LOS ANGELES—As cloud computing becomes increasingly prevalent, the question for many, if not most, corporate occupiers is not whether to seek out data center space, but how much and where. This leads to what Pat Lynch, managing director for data center solutions at CBRE Group, calls “complex site selection decisions, including whether to lease or own a facility.”
In a new report, CBRE identifies Atlanta, Colorado Springs, Northern Virginia, Portland and Seattle as the five most attractive markets for leasing a data center from the standpoint of cost effectiveness. These five markets scored in terms of project costs; conversely, Boston, Des Moines, Kansas City, Northern Florida and Omaha had the highest total project costs.
Factors to evaluate differ according to whether an occupier seeks to lease or own data center capacity. “For occupiers seeking to preserve capital or lease a data center, the selection process needs to carefully consider the primary cost variables of rent, power and taxes, and recognize the variability that exists from market to market,” Lynch says. “The site selection process for an owned data center will hinge more on the relative costs of power, real and personal property taxes, sales taxes, available incentives and construction costs.”
The CBRE report, written by Jessica Ostermick, director of research and analysis with the firm, analyzed a typical one-megawatt or 1,000-kilowatt data center lease over a seven-year term across 23 key markets in the US. Data center real estate is primarily measured in power utilization instead of square feet, which is a secondary consideration in keeping with the relative importance of power usage over physical space.
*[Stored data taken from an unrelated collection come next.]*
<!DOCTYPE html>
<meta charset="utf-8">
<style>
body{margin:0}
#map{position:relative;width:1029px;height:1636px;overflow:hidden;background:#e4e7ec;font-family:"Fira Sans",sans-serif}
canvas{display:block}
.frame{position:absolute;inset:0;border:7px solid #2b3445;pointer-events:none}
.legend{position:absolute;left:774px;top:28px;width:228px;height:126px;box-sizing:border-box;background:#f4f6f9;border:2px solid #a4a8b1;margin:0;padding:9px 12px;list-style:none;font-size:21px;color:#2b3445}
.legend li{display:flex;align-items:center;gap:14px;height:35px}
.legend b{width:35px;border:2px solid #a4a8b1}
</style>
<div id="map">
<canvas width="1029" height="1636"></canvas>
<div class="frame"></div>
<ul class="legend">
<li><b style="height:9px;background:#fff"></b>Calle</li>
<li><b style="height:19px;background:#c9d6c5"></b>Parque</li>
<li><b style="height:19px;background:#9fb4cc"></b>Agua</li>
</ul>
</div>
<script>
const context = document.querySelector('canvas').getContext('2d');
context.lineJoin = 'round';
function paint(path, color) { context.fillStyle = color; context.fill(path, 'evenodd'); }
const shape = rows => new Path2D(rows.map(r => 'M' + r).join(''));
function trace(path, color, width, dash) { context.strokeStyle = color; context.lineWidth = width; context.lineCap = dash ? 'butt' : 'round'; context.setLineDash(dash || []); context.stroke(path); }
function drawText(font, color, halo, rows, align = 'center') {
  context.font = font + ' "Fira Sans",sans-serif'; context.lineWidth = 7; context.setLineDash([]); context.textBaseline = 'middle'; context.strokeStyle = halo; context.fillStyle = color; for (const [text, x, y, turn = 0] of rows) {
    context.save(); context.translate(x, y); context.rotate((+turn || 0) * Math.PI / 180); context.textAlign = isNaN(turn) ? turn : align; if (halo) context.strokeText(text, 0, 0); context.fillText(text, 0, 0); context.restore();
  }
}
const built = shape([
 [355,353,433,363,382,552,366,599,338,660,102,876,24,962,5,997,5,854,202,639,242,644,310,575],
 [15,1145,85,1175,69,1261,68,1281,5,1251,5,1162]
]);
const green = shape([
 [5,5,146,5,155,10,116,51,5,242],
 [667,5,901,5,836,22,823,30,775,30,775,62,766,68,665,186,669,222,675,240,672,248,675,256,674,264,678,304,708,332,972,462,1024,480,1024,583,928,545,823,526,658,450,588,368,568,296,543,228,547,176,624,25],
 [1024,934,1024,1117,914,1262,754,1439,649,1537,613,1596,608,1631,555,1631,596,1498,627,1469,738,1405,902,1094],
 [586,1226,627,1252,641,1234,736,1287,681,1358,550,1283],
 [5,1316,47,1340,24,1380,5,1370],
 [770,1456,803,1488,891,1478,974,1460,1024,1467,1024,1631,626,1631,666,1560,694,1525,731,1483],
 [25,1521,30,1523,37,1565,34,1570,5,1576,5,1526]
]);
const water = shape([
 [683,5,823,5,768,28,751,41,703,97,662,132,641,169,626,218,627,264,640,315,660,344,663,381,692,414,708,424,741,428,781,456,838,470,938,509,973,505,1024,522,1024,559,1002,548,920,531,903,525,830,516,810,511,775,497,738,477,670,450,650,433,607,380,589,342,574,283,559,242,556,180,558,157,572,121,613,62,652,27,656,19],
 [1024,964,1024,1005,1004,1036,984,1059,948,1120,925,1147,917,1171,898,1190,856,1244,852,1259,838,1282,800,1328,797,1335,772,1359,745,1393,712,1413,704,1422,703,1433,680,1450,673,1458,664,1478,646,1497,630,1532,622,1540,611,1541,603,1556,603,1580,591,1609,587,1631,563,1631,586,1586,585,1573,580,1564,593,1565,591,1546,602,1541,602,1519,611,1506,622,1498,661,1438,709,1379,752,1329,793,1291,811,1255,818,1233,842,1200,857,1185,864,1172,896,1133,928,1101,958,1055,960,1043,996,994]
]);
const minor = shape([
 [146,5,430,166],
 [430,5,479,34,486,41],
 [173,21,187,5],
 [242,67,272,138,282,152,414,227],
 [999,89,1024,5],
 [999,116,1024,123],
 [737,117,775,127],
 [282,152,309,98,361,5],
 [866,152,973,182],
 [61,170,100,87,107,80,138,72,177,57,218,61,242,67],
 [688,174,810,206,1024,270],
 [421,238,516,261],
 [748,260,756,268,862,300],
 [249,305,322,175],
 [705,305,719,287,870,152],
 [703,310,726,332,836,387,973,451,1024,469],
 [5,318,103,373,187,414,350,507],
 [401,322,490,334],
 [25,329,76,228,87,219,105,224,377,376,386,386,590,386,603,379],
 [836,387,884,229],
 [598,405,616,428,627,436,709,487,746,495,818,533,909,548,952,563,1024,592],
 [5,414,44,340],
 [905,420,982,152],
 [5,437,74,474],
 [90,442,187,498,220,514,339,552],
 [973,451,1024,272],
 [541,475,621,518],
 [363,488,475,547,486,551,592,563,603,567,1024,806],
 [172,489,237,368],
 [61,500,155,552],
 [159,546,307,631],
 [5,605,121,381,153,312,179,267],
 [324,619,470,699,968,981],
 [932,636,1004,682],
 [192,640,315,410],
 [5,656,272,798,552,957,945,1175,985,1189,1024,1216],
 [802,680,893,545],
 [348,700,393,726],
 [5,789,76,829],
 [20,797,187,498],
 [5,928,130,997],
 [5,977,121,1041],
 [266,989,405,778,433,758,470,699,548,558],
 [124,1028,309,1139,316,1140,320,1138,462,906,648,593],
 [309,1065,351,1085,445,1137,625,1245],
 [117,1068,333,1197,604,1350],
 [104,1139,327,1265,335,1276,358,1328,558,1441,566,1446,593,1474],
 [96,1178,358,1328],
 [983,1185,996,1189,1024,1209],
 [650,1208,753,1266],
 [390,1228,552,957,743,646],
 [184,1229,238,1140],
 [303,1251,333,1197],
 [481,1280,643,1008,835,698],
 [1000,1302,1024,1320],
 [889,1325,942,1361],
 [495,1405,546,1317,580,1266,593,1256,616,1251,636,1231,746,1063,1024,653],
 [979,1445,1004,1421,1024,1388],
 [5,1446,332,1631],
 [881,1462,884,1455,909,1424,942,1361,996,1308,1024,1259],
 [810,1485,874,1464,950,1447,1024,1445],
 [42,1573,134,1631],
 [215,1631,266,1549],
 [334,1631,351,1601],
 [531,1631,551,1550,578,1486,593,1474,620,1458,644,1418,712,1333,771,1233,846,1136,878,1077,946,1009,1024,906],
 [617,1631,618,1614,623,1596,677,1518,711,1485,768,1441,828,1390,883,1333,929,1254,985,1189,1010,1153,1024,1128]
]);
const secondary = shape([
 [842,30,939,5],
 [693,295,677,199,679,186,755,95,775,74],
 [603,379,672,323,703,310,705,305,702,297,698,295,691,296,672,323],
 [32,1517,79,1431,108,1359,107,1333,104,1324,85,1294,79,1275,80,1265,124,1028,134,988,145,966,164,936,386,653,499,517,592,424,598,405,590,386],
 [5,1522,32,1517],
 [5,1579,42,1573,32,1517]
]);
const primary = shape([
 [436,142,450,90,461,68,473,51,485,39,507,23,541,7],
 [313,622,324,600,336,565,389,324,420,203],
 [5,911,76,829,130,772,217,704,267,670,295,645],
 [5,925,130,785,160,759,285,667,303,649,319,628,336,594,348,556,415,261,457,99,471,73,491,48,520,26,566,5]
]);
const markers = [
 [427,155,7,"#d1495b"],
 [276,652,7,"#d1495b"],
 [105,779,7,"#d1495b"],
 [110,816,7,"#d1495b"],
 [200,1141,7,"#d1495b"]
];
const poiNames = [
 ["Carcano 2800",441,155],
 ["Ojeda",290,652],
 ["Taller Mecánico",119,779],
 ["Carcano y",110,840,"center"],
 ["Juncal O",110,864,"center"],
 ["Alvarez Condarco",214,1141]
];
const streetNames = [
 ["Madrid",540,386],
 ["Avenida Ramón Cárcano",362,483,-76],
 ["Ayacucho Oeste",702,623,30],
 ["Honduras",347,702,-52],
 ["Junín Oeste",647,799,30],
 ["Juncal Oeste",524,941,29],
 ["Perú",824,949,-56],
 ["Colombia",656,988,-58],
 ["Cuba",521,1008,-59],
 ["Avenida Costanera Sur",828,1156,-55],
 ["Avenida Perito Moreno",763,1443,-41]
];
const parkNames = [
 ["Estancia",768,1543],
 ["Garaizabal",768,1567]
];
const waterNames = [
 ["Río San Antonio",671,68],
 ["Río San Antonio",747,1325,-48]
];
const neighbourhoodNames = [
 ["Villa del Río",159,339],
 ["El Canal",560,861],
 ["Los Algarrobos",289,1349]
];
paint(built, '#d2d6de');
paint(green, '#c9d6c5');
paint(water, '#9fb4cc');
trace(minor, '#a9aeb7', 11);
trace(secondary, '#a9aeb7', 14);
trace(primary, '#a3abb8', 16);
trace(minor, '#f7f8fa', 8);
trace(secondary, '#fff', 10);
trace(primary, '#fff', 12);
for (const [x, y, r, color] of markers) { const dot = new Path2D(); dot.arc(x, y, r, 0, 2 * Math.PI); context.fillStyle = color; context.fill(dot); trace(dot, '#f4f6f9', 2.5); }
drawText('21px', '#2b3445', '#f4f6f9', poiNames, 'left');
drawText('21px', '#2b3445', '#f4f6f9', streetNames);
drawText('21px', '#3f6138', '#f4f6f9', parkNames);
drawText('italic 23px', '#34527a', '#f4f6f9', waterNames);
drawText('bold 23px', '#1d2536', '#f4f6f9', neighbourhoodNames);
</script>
Colocation lease rates per kW are heavily driven by both market competitiveness and maturity. Therefore, lease rates in a less mature and competitive market like Des Moines are higher than in a more competitive and mature market such as Silicon Valley.
The average first-year rent among the 23 markets is $158 per kW per month, or $1.9 million per year. The average cost of power among the 23 markets is $0.076 per kW hour, or $798,000 per year. Although the highest rents were typically found in the Central and Eastern regions, several of the Central region's less mature markets offered the greatest potential tax incentive offset.
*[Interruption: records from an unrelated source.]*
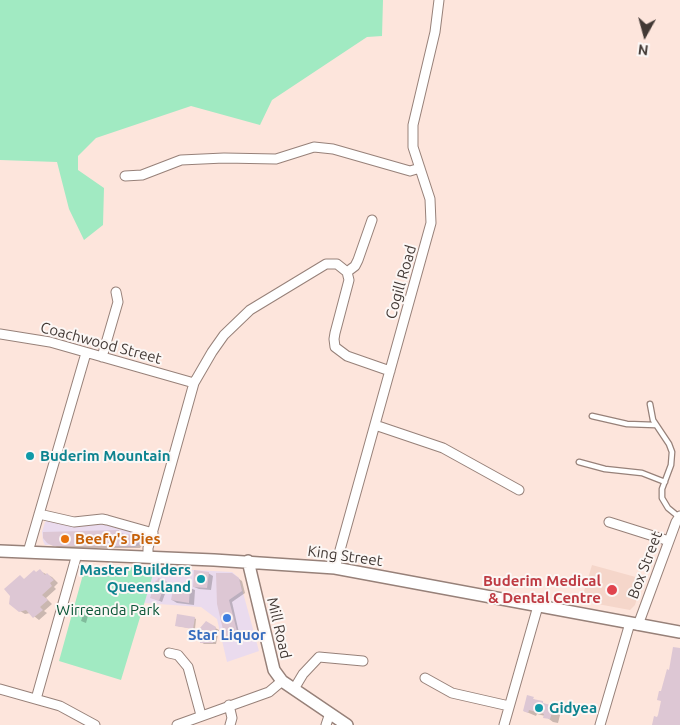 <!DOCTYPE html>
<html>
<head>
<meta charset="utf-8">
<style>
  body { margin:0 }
  #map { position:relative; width:680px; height:725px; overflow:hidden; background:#fde5dc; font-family:Ubuntu,sans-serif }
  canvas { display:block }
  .north { position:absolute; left:620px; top:10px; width:50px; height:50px; -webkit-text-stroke:4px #fcf7f5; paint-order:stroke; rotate:187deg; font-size:14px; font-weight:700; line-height:20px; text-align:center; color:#423935 }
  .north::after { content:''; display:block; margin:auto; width:18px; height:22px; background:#423935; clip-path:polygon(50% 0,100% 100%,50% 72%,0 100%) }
</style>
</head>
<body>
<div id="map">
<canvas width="680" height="725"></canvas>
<div class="north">N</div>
</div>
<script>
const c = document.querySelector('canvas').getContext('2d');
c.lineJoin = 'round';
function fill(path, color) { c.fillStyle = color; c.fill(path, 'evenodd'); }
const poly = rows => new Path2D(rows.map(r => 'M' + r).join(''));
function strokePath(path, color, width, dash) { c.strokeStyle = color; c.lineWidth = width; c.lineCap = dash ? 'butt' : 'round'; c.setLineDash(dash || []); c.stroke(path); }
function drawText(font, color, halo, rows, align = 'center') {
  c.font = font + ' Ubuntu,sans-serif'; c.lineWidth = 4; c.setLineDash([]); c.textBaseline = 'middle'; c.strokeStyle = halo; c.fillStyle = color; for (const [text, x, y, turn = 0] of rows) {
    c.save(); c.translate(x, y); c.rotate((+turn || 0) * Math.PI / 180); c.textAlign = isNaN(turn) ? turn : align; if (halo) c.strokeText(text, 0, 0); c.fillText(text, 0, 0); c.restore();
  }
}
fill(poly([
  [48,520,76,527,99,524,109,525,142,535,141,544,135,547,45,545,43,541,42,532,45,522],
  [155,568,232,572,239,578,259,651,227,662,217,619,201,607,144,603]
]), '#eadbee');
fill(poly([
  [592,565,643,579,635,605,630,610,581,601]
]), '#f5d6ca');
fill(poly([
  [0,0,383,0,382,36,367,37,272,100,260,125,191,106,96,138,78,156,78,170,104,188,103,225,84,240,69,209,57,162,0,160],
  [88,566,155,568,121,680,59,661,84,571]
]), '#a1eac2');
fill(poly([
  [119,531,123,534,139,537,144,540,143,544,140,548,59,548,53,545],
  [40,571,52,577,58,583,54,587,56,589,46,598,52,604,44,611,47,613,39,620,30,613,25,614,20,611,20,577,25,580],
  [208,573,213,576,211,590,199,589,194,587],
  [236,577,242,581,245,593,232,602,240,637,230,639,226,637,218,604],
  [165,581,169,583,162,602,155,599],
  [175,587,190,588,195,590,194,605,177,603,172,600],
  [83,615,88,616,86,623,81,621],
  [194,618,196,619,195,629,177,626],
  [206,623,219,630,216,644,204,644,201,642],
  [528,697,561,711,558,723,553,722,545,716,537,714,536,716,524,711]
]), '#0003');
fill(poly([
  [119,530,119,533,139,536,139,542,134,546,53,546,47,543,43,538,43,532],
  [40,569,45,575,47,573,54,580,50,583,52,586,42,595,48,600,40,607,43,610,33,618,26,610,19,612,9,604,10,596,4,589,20,575,24,579,34,570,36,572],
  [194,570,209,572,207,588,193,587],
  [216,573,232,573,239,578,242,591,229,600,238,635,225,638,217,604],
  [158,578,166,580,159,601,150,598,156,580,157,581],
  [174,585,190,586,189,603,171,600],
  [177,614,195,617,193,629,175,626],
  [206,621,216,627,213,643,200,643,200,628],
  [673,647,680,648,680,725,652,725,654,716,657,717,658,715,661,701,657,700,659,691,661,691,667,669,669,670],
  [527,695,534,697,533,699,543,701,543,703,554,706,550,719,543,718,544,714,529,710,528,713,523,711]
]), '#ddc7d4');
const lane = poly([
  [650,404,653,420,669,444,672,452,671,465,662,489,662,498,668,508,679,517],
  [592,416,627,424,655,425],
  [579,462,605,469,642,473,665,482]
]);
const street = poly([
  [125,176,142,175,181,160,224,158,276,159,314,147,333,149,410,171,420,168],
  [347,272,355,266,358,260,372,220],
  [0,334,50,342,194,383],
  [102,357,118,302,116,292],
  [375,425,443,448,519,490],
  [39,514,74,522,102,519,107,520,153,533],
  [609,522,669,541],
  [28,552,86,353],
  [148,557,148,548,194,383,212,352,224,335,250,310,326,264,337,264,347,272,349,280,335,333,334,339,335,347,347,356,390,371],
  [335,568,431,223,430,199,413,147,413,125,435,32,439,0],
  [638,625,676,522,680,516],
  [169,653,178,655,188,667,201,715],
  [425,678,452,693,509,706],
  [0,689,60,706,95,725],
  [294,689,303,674,319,657,363,661],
  [36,699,77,554],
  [229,705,232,718,230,725],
  [177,725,269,692,282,681],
  [326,725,330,713],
  [504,725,538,606],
  [600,725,630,623]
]);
const secondary = poly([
  [0,551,214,560,335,568,680,632],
  [248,561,274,670,282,681,347,725]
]);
strokePath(lane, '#978179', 7);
strokePath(street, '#978179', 11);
strokePath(secondary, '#978179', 14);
strokePath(lane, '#fff', 4.5);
strokePath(street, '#fff', 9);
strokePath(secondary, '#fff', 11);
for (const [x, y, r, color] of [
  [30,456,5,"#0f9aa8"],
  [65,539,5,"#e8710a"],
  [201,579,5,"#0f9aa8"],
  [612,590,6,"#e0444e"],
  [227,618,5,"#3f7fe0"],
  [539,708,5,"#0f9aa8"]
]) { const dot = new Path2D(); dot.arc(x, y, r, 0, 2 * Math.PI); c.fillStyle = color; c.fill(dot); strokePath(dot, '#fcf7f5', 2); }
drawText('15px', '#423935', '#fcf7f5', [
  ["Cogill Road",401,282,-74],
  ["Coachwood Street",101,343,15],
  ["King Street",345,556,8],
  ["Box Street",645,565,-69],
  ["Mill Road",279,628,77]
]);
drawText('bold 15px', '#0d838f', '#fcf7f5', [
  ["Buderim Mountain",40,456],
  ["Master Builders",191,570,"right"],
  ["Queensland",191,587,"right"],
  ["Gidyea",549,708]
], 'left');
drawText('bold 15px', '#c56008', '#fcf7f5', [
  ["Beefy's Pies",75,539]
], 'left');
drawText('bold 15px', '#be3a42', '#fcf7f5', [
  ["Buderim Medical",601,581],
  ["& Dental Centre",601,598]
], 'right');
drawText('15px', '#075435', '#fcf7f5', [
  ["Wirreanda Park",108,610]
]);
drawText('bold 15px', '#366cbe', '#fcf7f5', [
  ["Star Liquor",227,635]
]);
</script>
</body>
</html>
Incentive savings represented a reduction of greater than 10% in the total rent payment over the life of the lease, or an average of just over $2.0 million in nine markets: Atlanta, Dallas, Houston, Kansas City, Northern Virginia, Omaha, Phoenix, Seattle and St. Louis. No tax incentives were available for leased data centers in nine of the 23 markets, including both California markets and several in the East.
Moreover, incentives in and of themselves do not guarantee success. CBRE's study found that with lease rates 120% to 140% above average, Kansas City, Des Moines and Omaha lagged from a competitive standpoint despite offering healthy inventive packages.
Supply, meanwhile, is growing at a healthy pace. Total inventory in tier one data center markets—Atlanta, Chicago, Dallas/Fort Worth, the New York tri-state region, Northern Virginia, Phoenix and Silicon Valley—reached 1,140.9 MW, a 31.3% increase year over year. Another 107.3 MW is under construction in these markets.